Il a produit différentes pièces attestant de ses dires.
Le 12 juillet 2019, le SPOP a transmis ce dernier
courrier à la Cour de droit administratif et public (CDAP) du Tribunal cantonal
comme objet de sa compétence.
b) Par avis du 12 juillet 2019, le juge instructeur
a enregistré ce courrier comme un recours contre la décision rendue le 13 juin
2019 par le SPOP. Il a invité le recourant à produire notamment copie de son
dossier auprès de l'OAI; il l'a rendu attentif à son devoir de collaboration à
l'établissement des faits et l'a invité, durant toute la durée de la présente
procédure, à informer le tribunal spontanément et immédiatement de toute
modification essentielle de sa situation.

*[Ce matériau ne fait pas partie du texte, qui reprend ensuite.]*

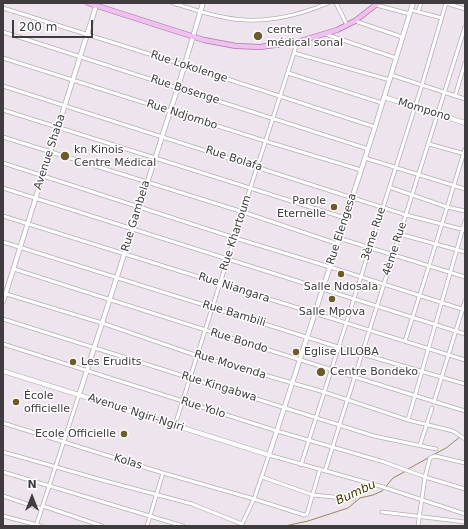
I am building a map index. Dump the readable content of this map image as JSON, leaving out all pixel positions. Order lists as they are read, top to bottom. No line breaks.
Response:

Le recourant a produit les pièces requises par
courrier du 7 août 2019. A la requête du juge instructeur, il a encore précisé
par écriture du 12 septembre 2019 que le stage d'orientation professionnelle
auprès de l'Orif de Pomy avait été prolongé jusqu'au 31 décembre 2019, et
produit une communication de l'OAI en attestant.
c) L'autorité intimée a conclu au rejet du recours
dans sa réponse du 27 septembre 2019, précisant notamment ce qui suit:
"[…] nous maintenons que le recourant n'a jamais acquis la
qualité de travailleur, dès lors que les emplois exercés entre le 1er
juin et le 30 octobre 2016 ont à peine totalisé 5 mois.
Partant, quand bien même une rente
de l'OAI lui était accordée dans le futur, l'intéressé ne pourrait pas
revendiquer le droit de demeurer en vertu de l'article 4 Annexe I ALCP.
Au surplus, il est relevé que les
mesures d'insertion financées par l'OAI, y compris celle qui s'est déroulée du
3 juin au 13 septembre 2019, ne peuvent être qualifiées d'activités réelles et
effectives lui permettant de se prévaloir de la qualité de travailleur.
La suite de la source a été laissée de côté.